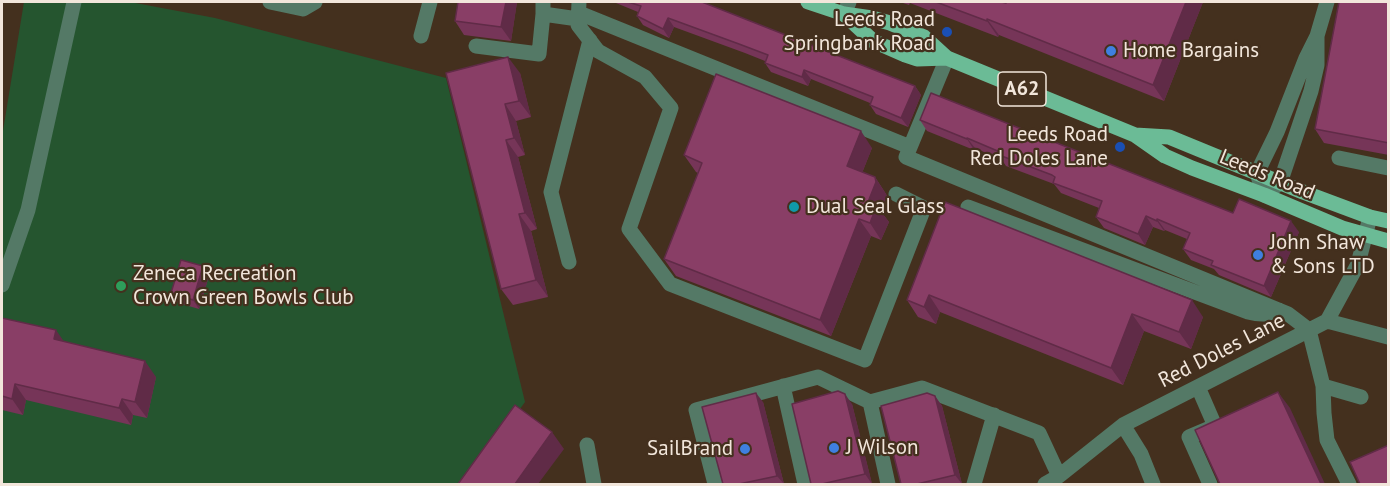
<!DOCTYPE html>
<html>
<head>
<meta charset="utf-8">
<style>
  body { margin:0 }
  #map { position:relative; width:1390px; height:486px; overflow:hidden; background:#44301e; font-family:"PT Sans",sans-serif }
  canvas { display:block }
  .frame { position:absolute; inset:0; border:3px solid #f2e6db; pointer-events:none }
</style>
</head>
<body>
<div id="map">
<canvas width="1390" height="486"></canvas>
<div class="frame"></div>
</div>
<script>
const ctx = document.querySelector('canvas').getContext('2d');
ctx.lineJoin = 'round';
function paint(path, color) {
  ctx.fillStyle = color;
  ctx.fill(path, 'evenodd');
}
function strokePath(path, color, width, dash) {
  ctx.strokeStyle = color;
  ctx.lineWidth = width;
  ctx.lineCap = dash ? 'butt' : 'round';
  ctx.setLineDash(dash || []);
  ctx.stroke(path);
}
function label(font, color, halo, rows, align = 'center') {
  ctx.font = font + ' "PT Sans",sans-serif';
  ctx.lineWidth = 4.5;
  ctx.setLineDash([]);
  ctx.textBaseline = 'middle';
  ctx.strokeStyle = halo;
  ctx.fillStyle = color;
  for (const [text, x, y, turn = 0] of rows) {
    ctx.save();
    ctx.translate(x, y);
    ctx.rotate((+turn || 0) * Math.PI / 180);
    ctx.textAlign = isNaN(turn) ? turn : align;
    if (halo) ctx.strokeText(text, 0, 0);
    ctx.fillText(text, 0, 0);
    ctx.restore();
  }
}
const green = new Path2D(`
  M24,2H130L215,18L446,78L525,402L465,484H2V137Z`);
const minor = new Path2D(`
  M270,2L303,9L315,2
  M543,2V14L578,19
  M579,2L578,25L598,51L645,77L671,108L629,229L670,284L865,360L924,208L896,194
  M579,13L910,147
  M844,14L849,2
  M421,36L430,2
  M1317,36V65L1311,91L1280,183L1264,195L1257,173L1277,132L1306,58L1317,36L1327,2
  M476,46L539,54L543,14
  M947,58L906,157L1288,314L1309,330L1323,386L1324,413L1327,440L1349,484
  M1339,158L1388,168
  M968,207L1248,312C1260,315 1268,315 1279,310
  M569,262L551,192L590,40
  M2,285L28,210L74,2
  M1327,321L1388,337
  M783,386L805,484
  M1323,386L1361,397
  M1198,387L1215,426L1189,437L1210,484
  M870,402L888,484
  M1123,425L1141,454L1153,484
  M587,445L594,484
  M715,484L696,410L818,377L870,402L922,388L1039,433L1059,476
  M974,484L994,415
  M1045,484L1059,476L1123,425L1327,321L1358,264L1370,217`);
const major = new Path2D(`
  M808,2L844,14L872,18L890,23L924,37L947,58L1135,135L1165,156L1192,168L1264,195L1342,228L1388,241
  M844,14L873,41L905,55L917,59L947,58
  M1135,135L1169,137L1303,192L1370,217L1388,221`);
const wall = new Path2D(`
  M458,2H517L511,41L464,35L455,21Z
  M615,2H702L915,86L921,95L908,127L876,114L870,105V103L811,79L808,86L771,72L765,63V61L745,53L674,27L669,38L643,25L637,16L638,12L616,3Z
  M900,2H1001L1006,3V2H1203L1164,101L999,35L998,37L910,3L909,5Z
  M1389,2V155L1324,143L1315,129Z
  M446,73H520L531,117L516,121L525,155L518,157L537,229L531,231L548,297L513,305L501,289Z
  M920,120L1233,213L1299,232L1271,297L1219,275L1214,269L1191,260L1183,249L1187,239L1165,230L1164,231L1153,227L1145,245L1104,228L1096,217L1099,208L1061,193L1054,184L1006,166L1002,160L975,148L974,150L927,131Z
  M872,148L862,173L875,177L886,194L888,199L882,213L889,222L881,240L871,236L831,336L676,276L664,259L698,173L696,172L684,155Z
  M945,202L1203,317L1191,349L1144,331L1123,385L940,312L936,324L918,317L907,300Z
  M209,276L199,309L178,303L171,293Z
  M2,318L156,377L147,418L133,415L131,425L26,400L23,415L2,410Z
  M935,396L942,406L962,484H901Z
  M763,402L784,484H723Z
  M852,404L872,484H811Z`);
const shadedWall = new Path2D(`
  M506,2H517L511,41L501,27Z
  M1186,2H1203L1164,101L1153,85Z
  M668,18L674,27L669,38L663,29Z
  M987,19L999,35L998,37L987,21Z
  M508,57L520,73L531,117L519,101Z
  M804,70L811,79L808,86L802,77Z
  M915,86L921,95L908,127L901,118Z
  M505,104L516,121L525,155L514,138Z
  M861,131L872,148L858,183L847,166Z
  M967,138L975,148L974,150L967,139Z
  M506,140L518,157L537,229L525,213Z
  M875,177L886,194L888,199L882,213L889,222L881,240L870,223L868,202Z
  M519,214L531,231L548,297L536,280Z
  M1146,216L1153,227L1145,245L1138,234Z
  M859,219L871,236L831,336L820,320Z
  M1157,219L1165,230L1164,231L1157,221Z
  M1291,221L1299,232L1271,297L1264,286Z
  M203,266L209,276L199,309L193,300Z
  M929,295L940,312L936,324L924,307Z
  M1192,300L1203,317L1191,349L1179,332Z
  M1132,314L1144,331L1123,385L1111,368Z
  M56,330L67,346L54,339Z
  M145,361L156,377L147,418L135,402Z
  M15,384L26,400L23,415L12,399Z
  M1278,392L1290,408L1325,484H1321Z
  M756,393L763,402L784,484L777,476Z
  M845,394L852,404L872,484L865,474Z
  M935,396L942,406L962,484L955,475Z
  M122,399L133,415L131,425L119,408Z
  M552,432L564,449L538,484H515Z`);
const building = new Path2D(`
  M458,2H506L501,27L455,21Z
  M628,2H702L915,86L901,118L870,105L873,97L804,70L802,77L765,63L768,55L739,44L668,18L663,29L637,16L641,6Z
  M936,2H1001L1006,3V2H1186L1153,85L987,19V21Z
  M1339,2H1389V143L1315,129Z
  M508,57L519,101L505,104L514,138L506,140L525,213L519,214L536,280L501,289L446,73Z
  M716,74L861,131L847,166L875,177L876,182L868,202L877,205L870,223L859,219L820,320L664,259L702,163L684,155Z
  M931,93L1233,213L1239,199L1291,221L1264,286L1211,265L1213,261L1183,249L1190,233L1157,219V221L1146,216L1138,234L1096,217L1102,201L1053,183L1055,177L1052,175L999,155L1000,152L967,138V139L920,120Z
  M945,202L1192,300L1179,332L1132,314L1111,368L929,295L924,307L907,300Z
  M181,260L203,266L193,300L171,293Z
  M2,318L56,330L54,339L145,361L135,402L122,399L119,408L15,384L12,399L2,396Z
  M838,391L845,394L865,474L822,484H811L792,404Z
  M1278,392L1321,484H1220L1195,430Z
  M756,393L777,476L739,484H723L702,407Z
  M927,393L935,396L955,475L917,484H901L881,406Z
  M515,405L552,432L515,484H458Z
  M1389,445V484H1360L1350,462Z`);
const markers = [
  [947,32,6,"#1a4fb4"],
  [1111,51,6,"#3f7fe0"],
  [1120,147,6,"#1a4fb4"],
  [794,207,6,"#0f9aa8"],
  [1258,255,6,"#3f7fe0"],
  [121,286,6,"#2e9e5b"],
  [834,448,6,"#3f7fe0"],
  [745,449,6,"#3f7fe0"]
];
const shields = [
  [1022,89,48]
];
const shieldNames = [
  ["A62",1022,89]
];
const poiNames = [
  ["Leeds Road",935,20,"right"],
  ["Springbank Road",935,44,"right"],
  ["Home Bargains",1123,51],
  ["Leeds Road",1108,135,"right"],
  ["Red Doles Lane",1108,159,"right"],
  ["Dual Seal Glass",806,207],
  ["John Shaw",1270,243],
  ["& Sons LTD",1270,267],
  ["Zeneca Recreation",133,274],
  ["Crown Green Bowls Club",133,298],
  ["J Wilson",846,448],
  ["SailBrand",733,449,"right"]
];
const streetNames = [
  ["Leeds Road",1267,175,22],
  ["Red Doles Lane",1222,351,-27]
];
paint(green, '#25552f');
strokePath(minor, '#547966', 15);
strokePath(major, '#6bbb96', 15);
paint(wall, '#763558');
paint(shadedWall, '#602b47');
paint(building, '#893e66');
strokePath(building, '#602b47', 1.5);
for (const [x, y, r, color] of markers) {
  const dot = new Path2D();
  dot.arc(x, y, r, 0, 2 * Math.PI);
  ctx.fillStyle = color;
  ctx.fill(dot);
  strokePath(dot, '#44301e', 2);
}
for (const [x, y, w] of shields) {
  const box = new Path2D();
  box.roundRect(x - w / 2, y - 17, w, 34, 4.5);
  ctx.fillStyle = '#44301e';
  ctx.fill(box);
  strokePath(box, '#f2e6db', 1.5);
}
label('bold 20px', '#f2e6db', null, shieldNames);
label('21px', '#f2e6db', '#44301e', poiNames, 'left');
label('21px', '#f2e6db', '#44301e', streetNames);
</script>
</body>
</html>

- - - - -

### Your goal
Copy out each line of the records where the word "align" appears.

### Output of the task
function label(font, color, halo, rows, align = 'center') {
    ctx.textAlign = isNaN(turn) ? turn : align;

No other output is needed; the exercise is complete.